Measuring by years and trying to determine if they were good years or bad years has always felt kind of arbitrary, as has looking to the next set of 365 days and making predictions about them. So I’m just going to carry my exhausted self over this pre-painted finish line and keep going, hoping for the best as I do every day but not putting 2021 on any kind of pedestal. I hope that you’ll come with me.
And now, a writing roundup, and in the spirit of the season, a pile of funny reviews of weird Christmas movies.
On the blog
Why Do We Love Coming-of-age Stories So Much? – well, maybe I can’t answer that question for everyone, but here is some musing from me.
Tell Me Why: A Beautiful Game About the Strangeness of Trauma and Memory – a spoiler-free overview where I tell you why I found this quiet, personal little game so meaningful.

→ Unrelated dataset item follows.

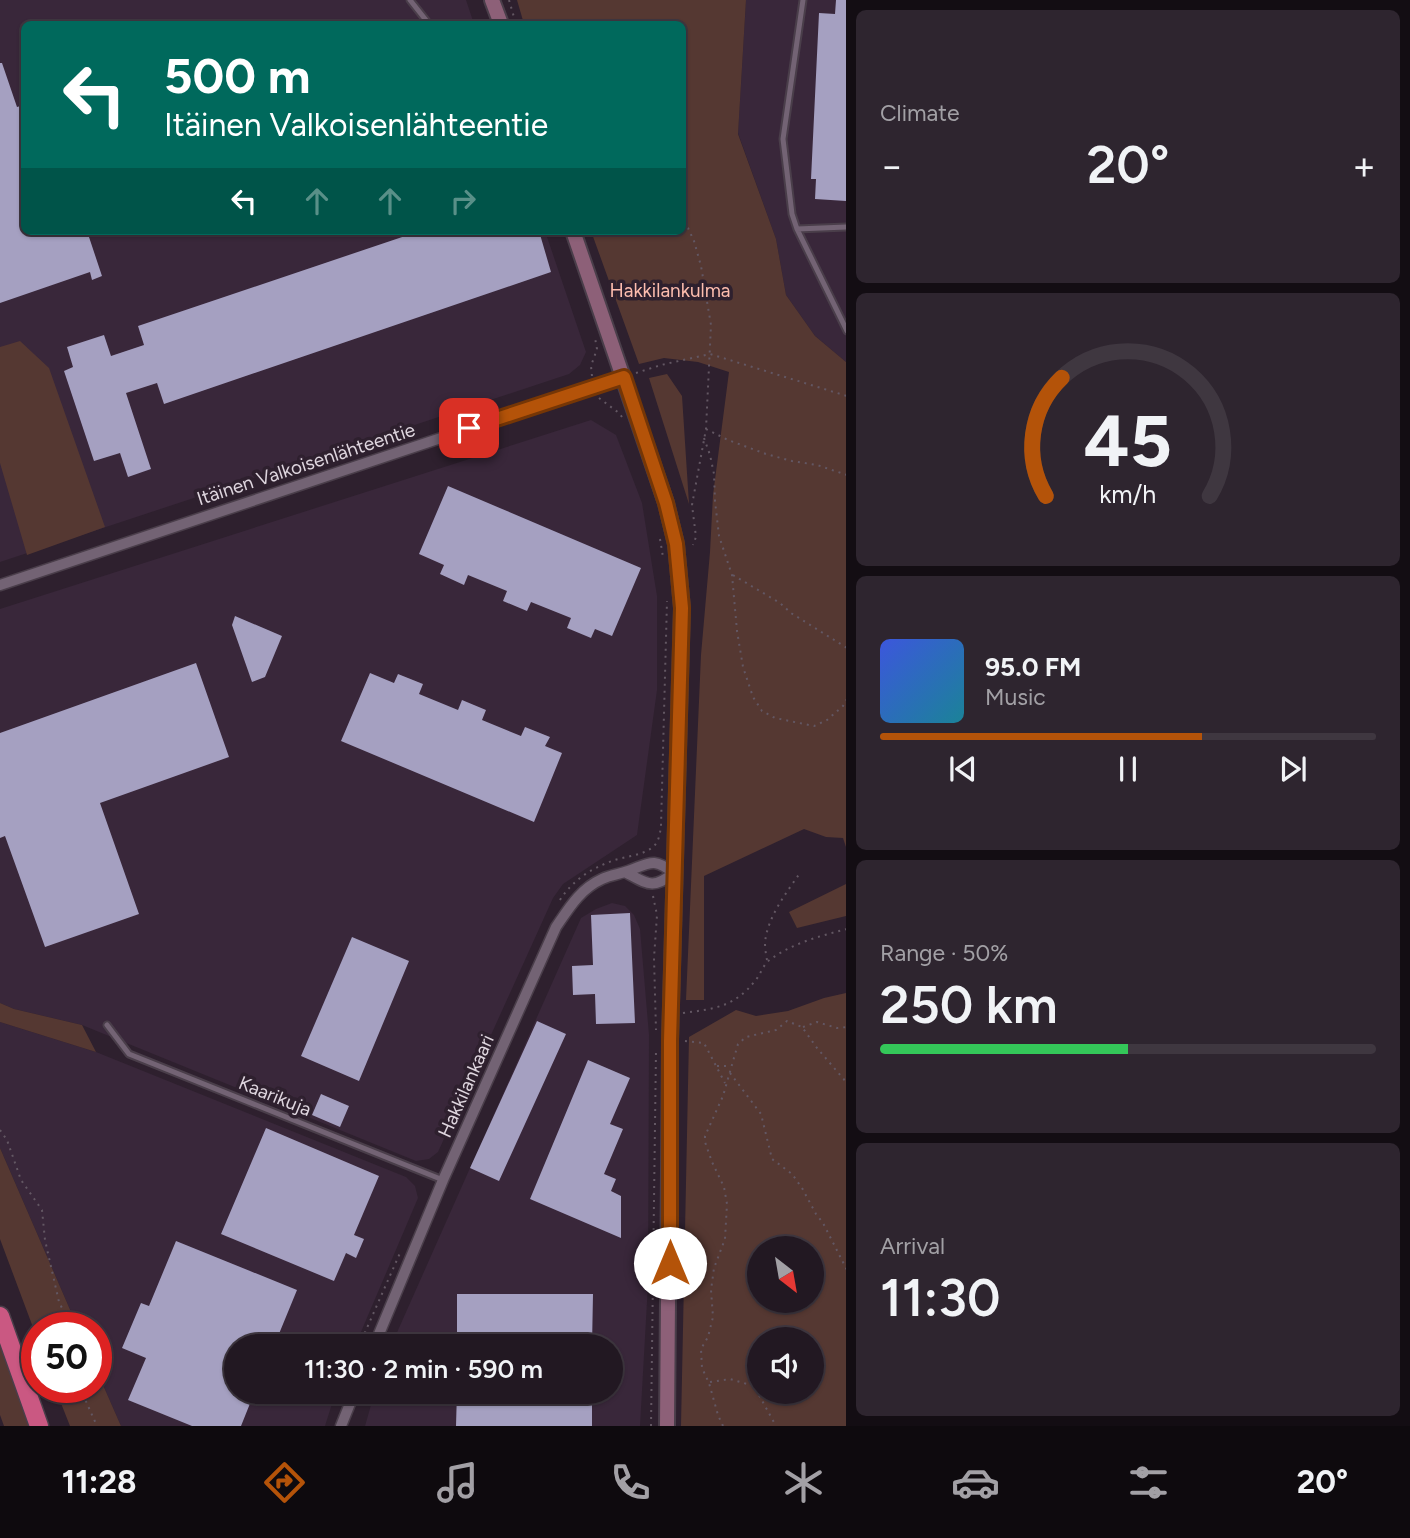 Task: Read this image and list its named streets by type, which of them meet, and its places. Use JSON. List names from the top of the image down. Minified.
{"streets":{"street":["Itäinen Valkoisenlähteentie","Hakkilankaari"],"lane":["Kaarikuja"]},"crossings":[["Hakkilankaari","Kaarikuja"]],"parks":["Hakkilankulma"],"north":"bottom right","page":{"tile":["Climate",["Range · 50%","250 km"],["Arrival","11:30"]],"turn":["500 m","Itäinen Valkoisenlähteentie"],"heat":["−","20°","+"],"song":["95.0 FM","Music"],"limit":"50","trip":"11:30 · 2 min · 590 m","tabs":["11:28","20°"],"gauge":["45","km/h"]}} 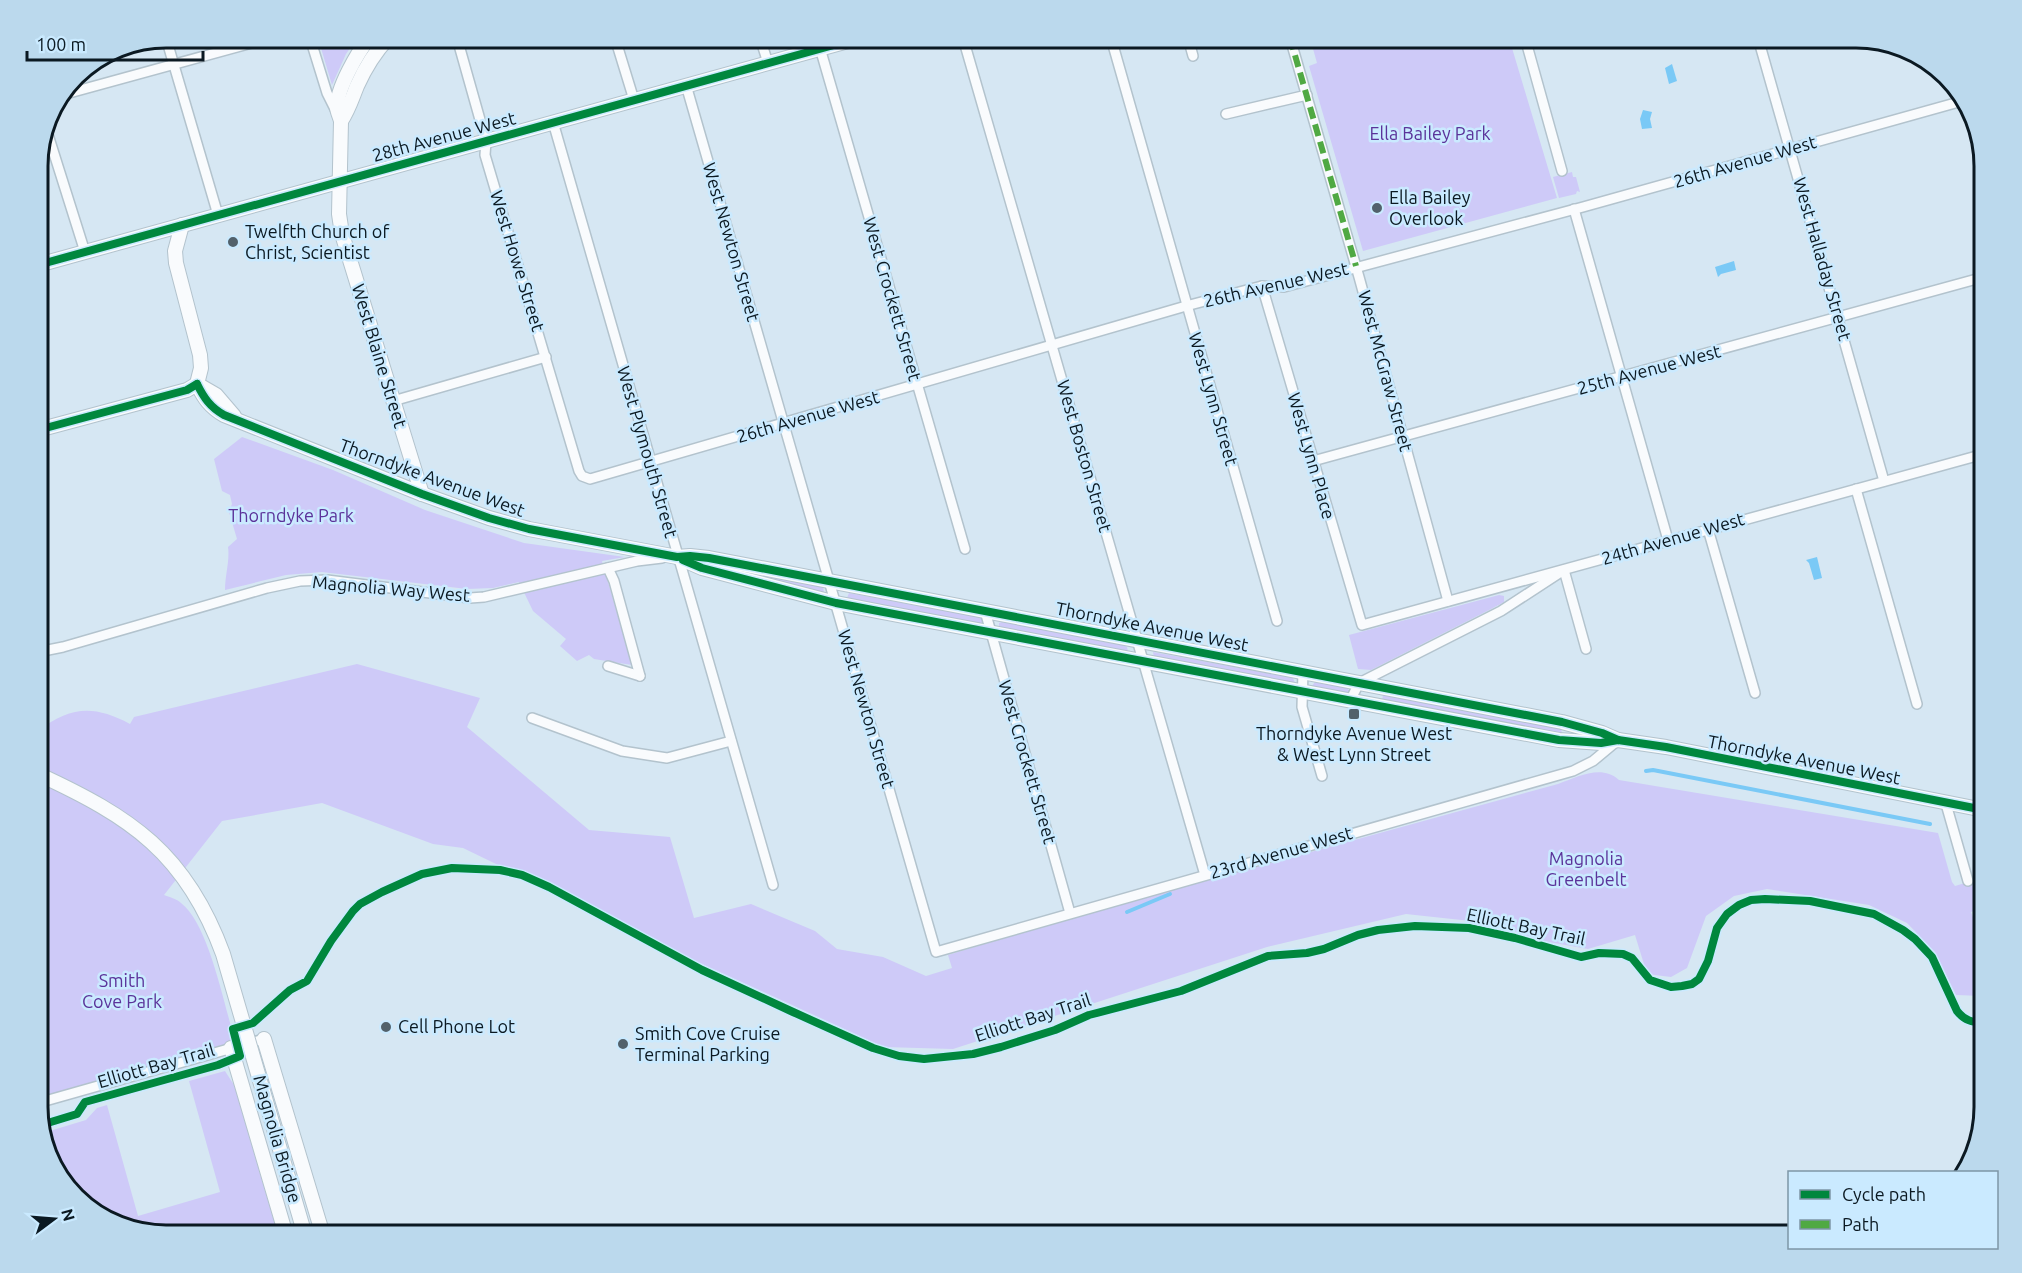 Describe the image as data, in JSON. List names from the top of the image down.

A Big Ol’ Pile of Book Recommendations (2020) – a roundup of my favourite books I read this year. See any you liked as well?
Because what’s more romantic than mail and confusing dialogue?
Because what’s more romantic than hitting a time traveller with your car?
Because what’s more romantic than a romance that was filmed during social distancing protocol?
Because what’s more romantic than a crumbling European economy under the reign of an uncaring monarch?
Because what’s more romantic than… uh… killing Santa and taking on his identity? (contains a musical number!)
That’s going to do us for this one, reader. Onwards and onwards, and I’ll see you in the new year.